Say nothing but the number of lines below in which the string "shaded" appears.

(Saved data entries)
____
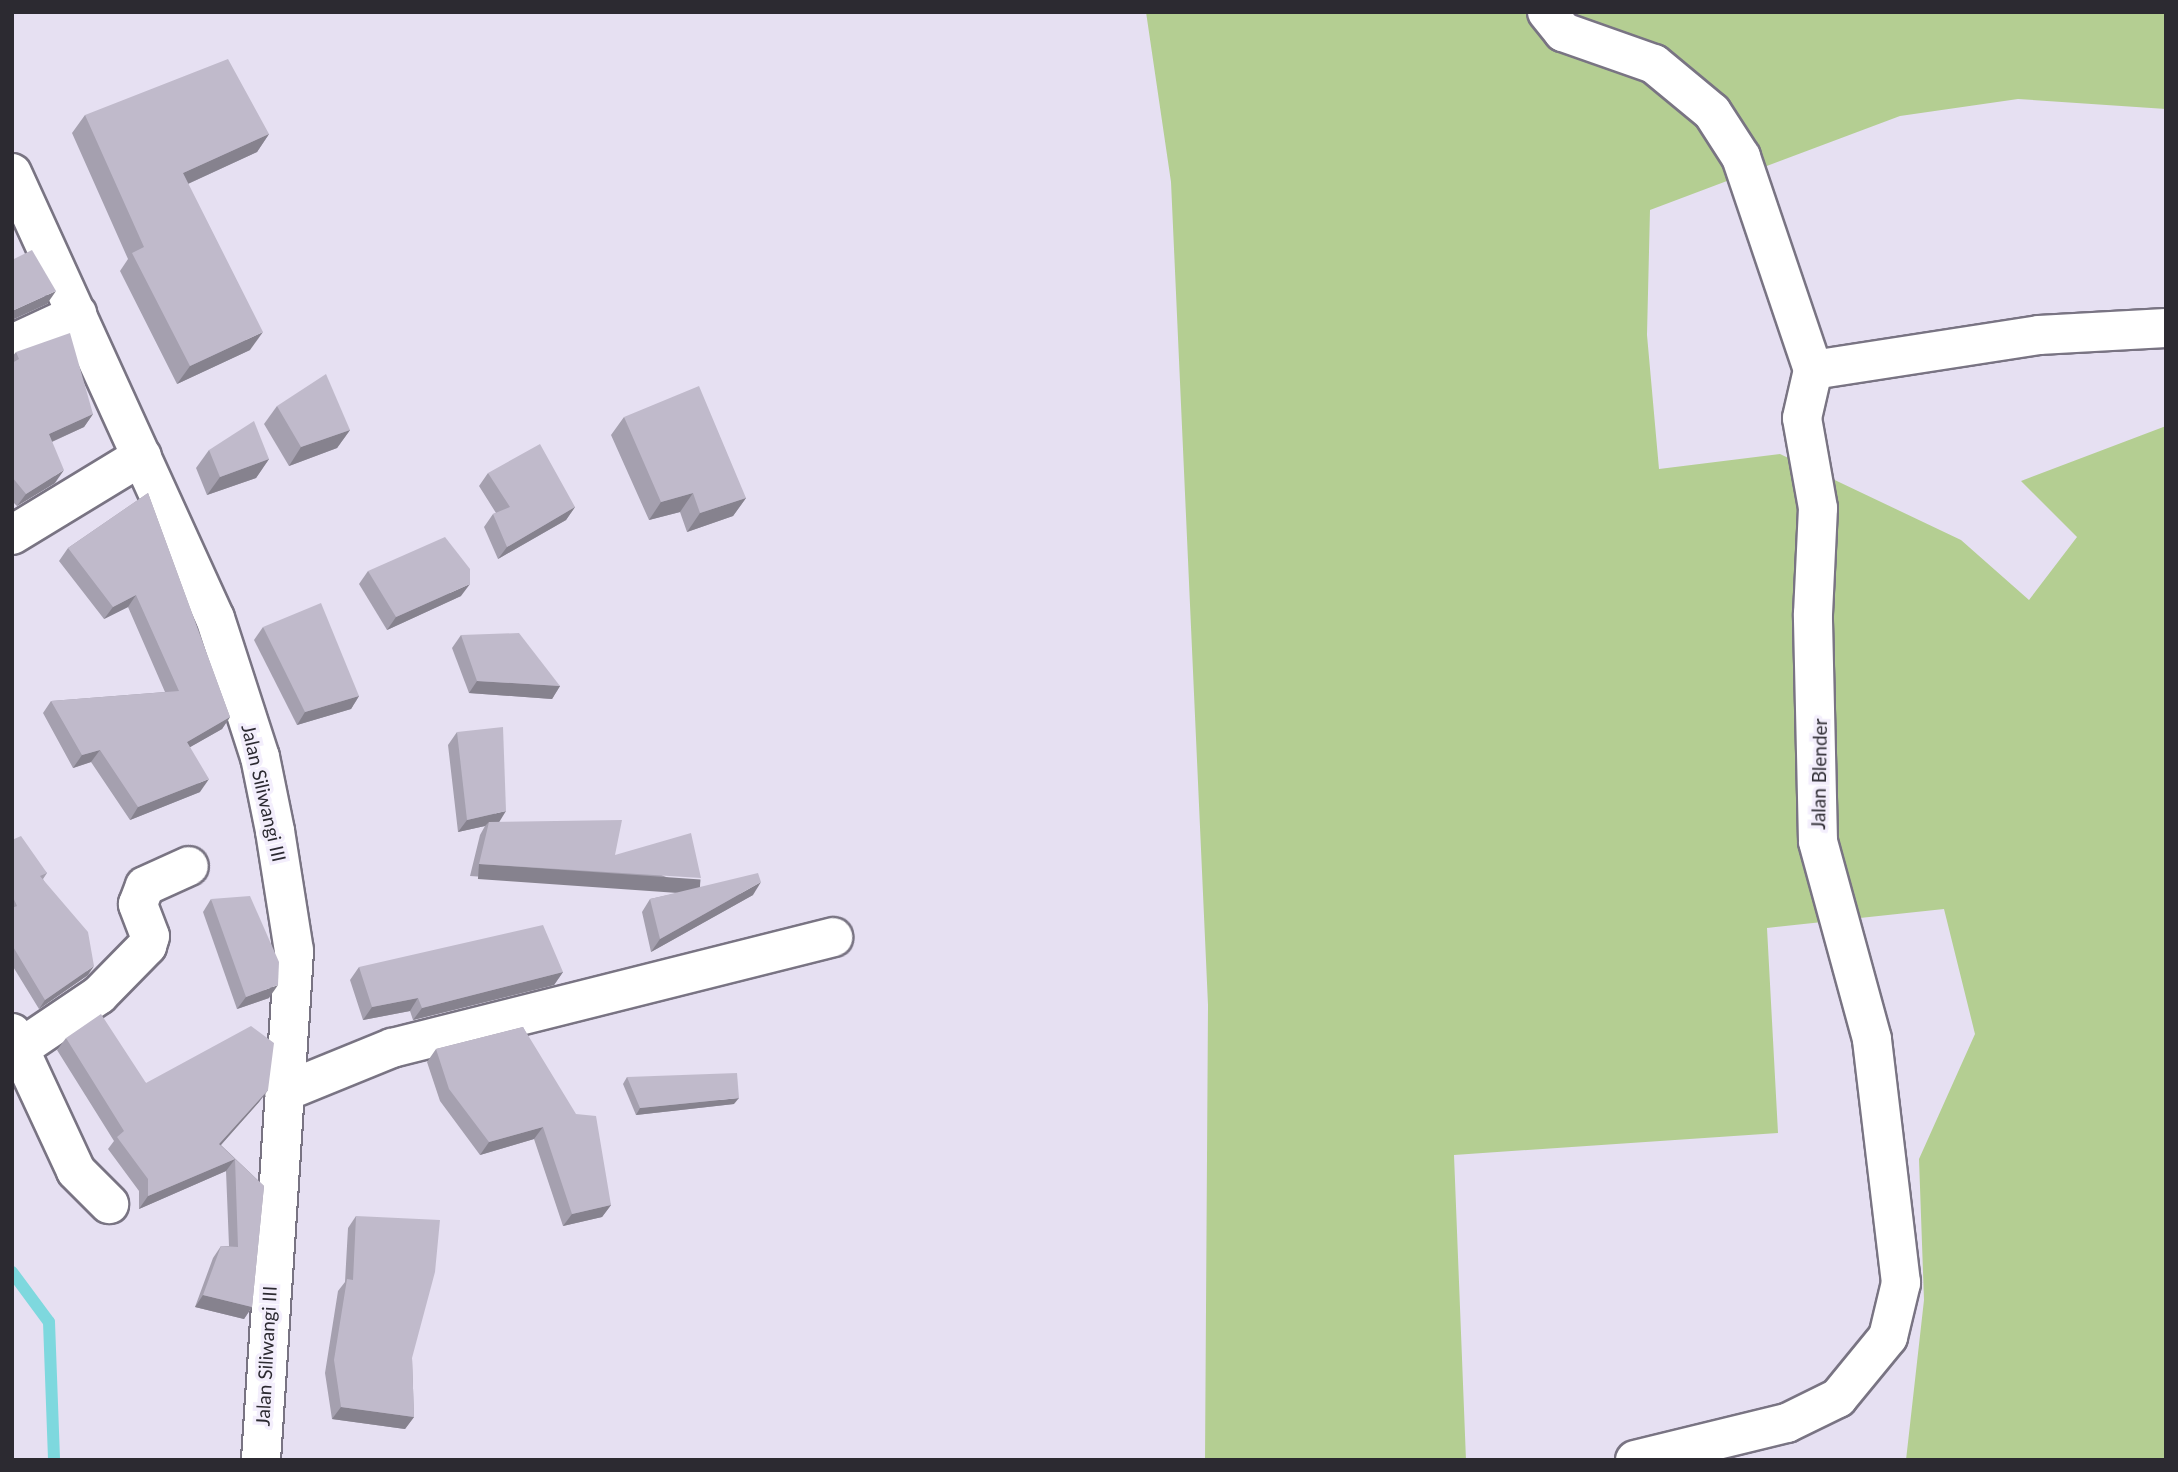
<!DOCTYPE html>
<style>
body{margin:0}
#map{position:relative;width:2178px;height:1472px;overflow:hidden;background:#e6e0f2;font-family:Lato,sans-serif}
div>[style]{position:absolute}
.green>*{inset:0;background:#b4ce92}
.stream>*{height:12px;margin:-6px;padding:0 6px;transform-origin:6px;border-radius:6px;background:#7ed8de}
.roads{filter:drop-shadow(2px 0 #797483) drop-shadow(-2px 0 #797483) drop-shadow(0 2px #797483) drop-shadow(0 -2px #797483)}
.minor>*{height:38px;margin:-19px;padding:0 19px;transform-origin:19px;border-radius:19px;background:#fff}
.wall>*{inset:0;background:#a5a0af}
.shaded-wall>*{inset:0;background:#86828e;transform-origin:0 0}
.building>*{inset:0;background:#c0bacb}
span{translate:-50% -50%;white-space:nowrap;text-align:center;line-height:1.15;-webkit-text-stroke:7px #f3eefc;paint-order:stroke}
.street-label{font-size:19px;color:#2c2a31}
.frame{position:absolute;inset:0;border:14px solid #2c2a31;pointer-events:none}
</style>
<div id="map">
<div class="green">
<div style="clip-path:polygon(1146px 12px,2166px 12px,2166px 109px,2018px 99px,1900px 116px,1650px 210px,1647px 335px,1659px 469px,1780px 454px,1961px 540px,2029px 600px,2077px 537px,2021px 481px,2166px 426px,2166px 1460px,1906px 1460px,1924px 1300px,1919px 1159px,1975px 1034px,1944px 909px,1767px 928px,1778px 1133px,1454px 1155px,1466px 1460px,1205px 1460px,1208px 1005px,1171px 182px)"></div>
</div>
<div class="stream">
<div style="left:12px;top:1272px;width:62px;rotate:53.5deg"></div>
<div style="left:49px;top:1322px;width:138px;rotate:87.9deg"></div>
</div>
<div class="roads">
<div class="minor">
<div style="left:1547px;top:12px;width:26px;rotate:51deg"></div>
<div style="left:1563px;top:32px;width:96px;rotate:19.4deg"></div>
<div style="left:1654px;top:64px;width:75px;rotate:39.6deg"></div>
<div style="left:1712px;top:112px;width:54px;rotate:57.2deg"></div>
<div style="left:1741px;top:157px;width:225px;rotate:71.3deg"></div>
<div style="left:12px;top:173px;width:489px;rotate:65.5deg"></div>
<div style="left:215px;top:618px;width:146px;rotate:72.1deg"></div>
<div style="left:260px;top:757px;width:76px;rotate:78.5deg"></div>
<div style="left:275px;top:831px;width:121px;rotate:81deg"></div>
<div style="left:294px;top:951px;width:510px;rotate:93.71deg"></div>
<div style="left:12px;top:344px;width:72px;rotate:-24.8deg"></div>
<div style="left:12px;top:535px;width:152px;rotate:-31.3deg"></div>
<div style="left:12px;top:1033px;width:152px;rotate:65.1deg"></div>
<div style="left:76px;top:1171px;width:47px;rotate:45deg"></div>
<div style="left:19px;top:1049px;width:97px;rotate:-34deg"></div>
<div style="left:99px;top:995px;width:69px;rotate:-45.6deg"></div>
<div style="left:147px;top:946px;width:10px;rotate:-73deg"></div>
<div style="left:150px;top:936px;width:34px;rotate:-111deg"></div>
<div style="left:138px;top:904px;width:19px;rotate:-69deg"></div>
<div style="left:145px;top:886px;width:48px;rotate:-24.4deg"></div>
<div style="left:284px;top:1092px;width:117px;rotate:-22.2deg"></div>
<div style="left:392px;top:1048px;width:455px;rotate:-14.1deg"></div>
<div style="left:1635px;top:1460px;width:156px;rotate:-13.7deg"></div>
<div style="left:1787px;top:1423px;width:57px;rotate:-26.1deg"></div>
<div style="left:1838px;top:1398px;width:79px;rotate:-50.7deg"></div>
<div style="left:1888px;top:1337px;width:56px;rotate:-76.5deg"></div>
<div style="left:1901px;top:1283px;width:246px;rotate:-96.8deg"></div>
<div style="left:1872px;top:1039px;width:205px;rotate:-105.3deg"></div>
<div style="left:1818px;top:841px;width:227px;rotate:-91.3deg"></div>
<div style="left:1813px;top:614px;width:106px;rotate:-87.3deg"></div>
<div style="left:1818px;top:508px;width:91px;rotate:-100.1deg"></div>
<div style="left:1802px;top:418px;width:49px;rotate:-77.1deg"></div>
<div style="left:1813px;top:370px;width:229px;rotate:-8.8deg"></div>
<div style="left:2039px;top:335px;width:127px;rotate:-3.2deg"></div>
</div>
</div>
<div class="wall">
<div style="clip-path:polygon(85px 115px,269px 134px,257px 152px,188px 184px,250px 350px,177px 384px,120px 271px,128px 259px,72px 133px)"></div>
<div style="clip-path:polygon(16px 352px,93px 414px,84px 427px,52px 442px,55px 483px,17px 506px,12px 501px,12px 357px)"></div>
<div style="clip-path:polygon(277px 406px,350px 430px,337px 448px,289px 466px,264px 424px)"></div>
<div style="clip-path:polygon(624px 417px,746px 498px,733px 516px,687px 532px,680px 512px,649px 520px,611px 435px)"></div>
<div style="clip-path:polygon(209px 450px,269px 459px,256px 478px,207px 495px,196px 468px)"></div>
<div style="clip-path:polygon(488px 473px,575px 507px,566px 520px,498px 559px,484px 527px,493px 514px,496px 513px,479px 486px)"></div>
<div style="clip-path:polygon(148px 493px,230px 717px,222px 729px,190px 747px,200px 792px,130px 820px,91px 762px,73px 768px,43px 713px,51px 701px,165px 692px,128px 607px,104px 619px,59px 561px,68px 548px)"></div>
<div style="clip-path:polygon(368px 571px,461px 596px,387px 630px,359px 584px)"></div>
<div style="clip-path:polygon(263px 627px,359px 696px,351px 709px,297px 725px,254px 640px)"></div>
<div style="clip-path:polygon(461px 635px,560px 686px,552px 699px,469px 693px,452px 648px)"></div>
<div style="clip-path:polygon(457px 732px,499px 822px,615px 855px,694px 889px,753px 895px,651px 952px,642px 912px,650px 899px,687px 891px,470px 876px,480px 835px,485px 826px,458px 832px,448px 745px)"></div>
<div style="clip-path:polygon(12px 840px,47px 873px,43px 879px,88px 975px,39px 1009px,12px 965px)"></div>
<div style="clip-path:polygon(211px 899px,269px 998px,237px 1009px,203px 912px)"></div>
<div style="clip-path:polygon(359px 967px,563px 972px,554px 985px,413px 1020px,410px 1011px,363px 1020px,350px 980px)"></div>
<div style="clip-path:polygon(523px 1027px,611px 1205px,602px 1217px,563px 1226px,534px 1139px,480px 1155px,440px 1101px,427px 1062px,436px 1049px)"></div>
<div style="clip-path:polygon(66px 1038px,146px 1083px,268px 1090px,259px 1102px,221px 1145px,264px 1186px,252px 1307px,244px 1319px,195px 1307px,213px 1258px,221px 1246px,229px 1246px,226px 1171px,139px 1209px,139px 1191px,108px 1149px,114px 1141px,57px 1050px)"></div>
<div style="clip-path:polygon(627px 1077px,734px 1104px,636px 1115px,623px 1084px)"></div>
<div style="clip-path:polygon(356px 1216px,412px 1358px,414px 1417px,405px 1429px,332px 1419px,325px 1373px,338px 1291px,345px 1282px,348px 1228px)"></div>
</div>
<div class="shaded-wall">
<div style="clip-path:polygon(269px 134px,257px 152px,170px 192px,183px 173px)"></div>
<div style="clip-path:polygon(56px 291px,47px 304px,12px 320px,12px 311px)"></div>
<div style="clip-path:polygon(263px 332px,250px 350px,177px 384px,190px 366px)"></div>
<div style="clip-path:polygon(93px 414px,84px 427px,40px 447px,49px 434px)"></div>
<div style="clip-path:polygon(350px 430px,337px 448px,289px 466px,301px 447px)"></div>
<div style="clip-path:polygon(269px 459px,256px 478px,207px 495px,220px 477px)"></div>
<div style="clip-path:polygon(64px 470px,55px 483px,17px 506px,26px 494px)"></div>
<div style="clip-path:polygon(693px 493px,680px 512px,649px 520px,661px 502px)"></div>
<div style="clip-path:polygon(746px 498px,733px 516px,687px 532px,700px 513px)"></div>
<div style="clip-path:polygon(575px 507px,566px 520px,498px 559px,507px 547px)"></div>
<div style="clip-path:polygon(470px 584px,461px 596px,387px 630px,396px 617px)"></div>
<div style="clip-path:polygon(136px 595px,128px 607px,104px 619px,113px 607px)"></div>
<div style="clip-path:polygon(477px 681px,560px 686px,552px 699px,469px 693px)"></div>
<div style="clip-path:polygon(359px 696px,351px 709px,297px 725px,305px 712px)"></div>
<div style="clip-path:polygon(230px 717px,222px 729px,178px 754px,187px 742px)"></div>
<div style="clip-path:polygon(100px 750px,91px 762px,73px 768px,82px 755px)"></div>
<div style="clip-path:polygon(209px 779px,200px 792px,130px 820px,138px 807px)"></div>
<div style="clip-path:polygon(506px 811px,498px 824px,489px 822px,485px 826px,458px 832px,467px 820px)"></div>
<div style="left:479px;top:864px;width:222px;height:15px;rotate:4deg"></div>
<div style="clip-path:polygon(761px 882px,753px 895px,651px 952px,660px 939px)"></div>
<div style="clip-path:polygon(94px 966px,88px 975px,39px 1009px,45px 1000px)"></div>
<div style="clip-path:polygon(563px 972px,554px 985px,413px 1020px,422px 1008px)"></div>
<div style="clip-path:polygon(278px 985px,269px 998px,237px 1009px,246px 997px)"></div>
<div style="clip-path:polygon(418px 998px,410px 1011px,363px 1020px,372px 1007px)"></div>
<div style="clip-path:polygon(268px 1090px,259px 1102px,211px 1156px,219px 1144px)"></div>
<div style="clip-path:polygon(739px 1098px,734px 1104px,636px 1115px,640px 1108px)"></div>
<div style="clip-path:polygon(543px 1127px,534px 1139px,480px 1155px,489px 1142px)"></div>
<div style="clip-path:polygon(235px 1159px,226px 1171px,139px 1209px,148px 1196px)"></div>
<div style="clip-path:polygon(611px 1205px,602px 1217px,563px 1226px,572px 1214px)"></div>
<div style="clip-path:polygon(203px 1295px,252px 1307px,244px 1319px,195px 1307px)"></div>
<div style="clip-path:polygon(341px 1407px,414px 1417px,405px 1429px,332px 1419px)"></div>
</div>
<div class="building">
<div style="clip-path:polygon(228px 59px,269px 134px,183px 173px,263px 332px,190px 366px,132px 253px,144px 247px,85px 115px)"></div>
<div style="clip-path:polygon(32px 250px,56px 291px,12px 311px,12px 260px)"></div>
<div style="clip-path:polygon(70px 333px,93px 414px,49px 434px,64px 470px,26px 494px,12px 477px,12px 363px,19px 359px,16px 352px)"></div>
<div style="clip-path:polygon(326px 374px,350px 430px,301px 447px,277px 406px)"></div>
<div style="clip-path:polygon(699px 386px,746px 498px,700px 513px,693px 493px,661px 502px,624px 417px)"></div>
<div style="clip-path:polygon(254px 421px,269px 459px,220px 477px,209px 450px)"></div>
<div style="clip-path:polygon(540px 444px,575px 507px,507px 547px,493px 514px,510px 507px,488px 473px)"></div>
<div style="clip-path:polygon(148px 493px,230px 717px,187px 742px,209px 779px,138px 807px,100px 750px,82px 755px,51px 701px,179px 691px,136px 595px,113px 607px,68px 548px)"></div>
<div style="clip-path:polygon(445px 537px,470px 569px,470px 584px,396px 617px,368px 571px)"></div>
<div style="clip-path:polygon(321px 603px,359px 696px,305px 712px,263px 627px)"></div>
<div style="clip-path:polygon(519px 633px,560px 686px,477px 681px,461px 635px)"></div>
<div style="clip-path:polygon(503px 727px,506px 811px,467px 820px,457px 732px)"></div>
<div style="clip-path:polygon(622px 820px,615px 855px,691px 833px,701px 878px,479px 864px,489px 822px)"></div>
<div style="clip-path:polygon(21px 836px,47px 873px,40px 876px,88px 932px,94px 966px,45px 1000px,12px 945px,12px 908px,17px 906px,12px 895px,12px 840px)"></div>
<div style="clip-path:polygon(758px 873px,761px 882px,660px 939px,650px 899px)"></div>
<div style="clip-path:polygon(250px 896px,279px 962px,278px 985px,246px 997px,211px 899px)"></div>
<div style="clip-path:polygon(543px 925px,563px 972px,422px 1008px,418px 998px,372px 1007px,359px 967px)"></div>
<div style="clip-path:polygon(101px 1014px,146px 1083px,251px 1026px,274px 1043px,268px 1090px,219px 1144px,264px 1186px,252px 1307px,203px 1295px,221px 1246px,238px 1247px,235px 1159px,148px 1196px,148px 1179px,117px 1137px,124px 1131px,66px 1038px)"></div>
<div style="clip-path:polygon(523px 1027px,576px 1114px,596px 1116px,611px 1205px,572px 1214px,543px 1127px,489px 1142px,449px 1089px,436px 1049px)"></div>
<div style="clip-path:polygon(737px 1073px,739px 1098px,640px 1108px,627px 1077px)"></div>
<div style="clip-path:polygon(356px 1216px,440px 1220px,435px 1272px,412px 1358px,414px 1417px,341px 1407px,334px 1360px,347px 1279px,353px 1280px)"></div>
</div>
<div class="street-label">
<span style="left:1819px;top:774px;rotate:-89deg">Jalan Blender</span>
<span style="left:264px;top:793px;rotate:77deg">Jalan Siliwangi III</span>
<span style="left:266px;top:1356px;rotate:-87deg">Jalan Siliwangi III</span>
</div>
<div class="frame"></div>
</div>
____
> [Problem solution]:
2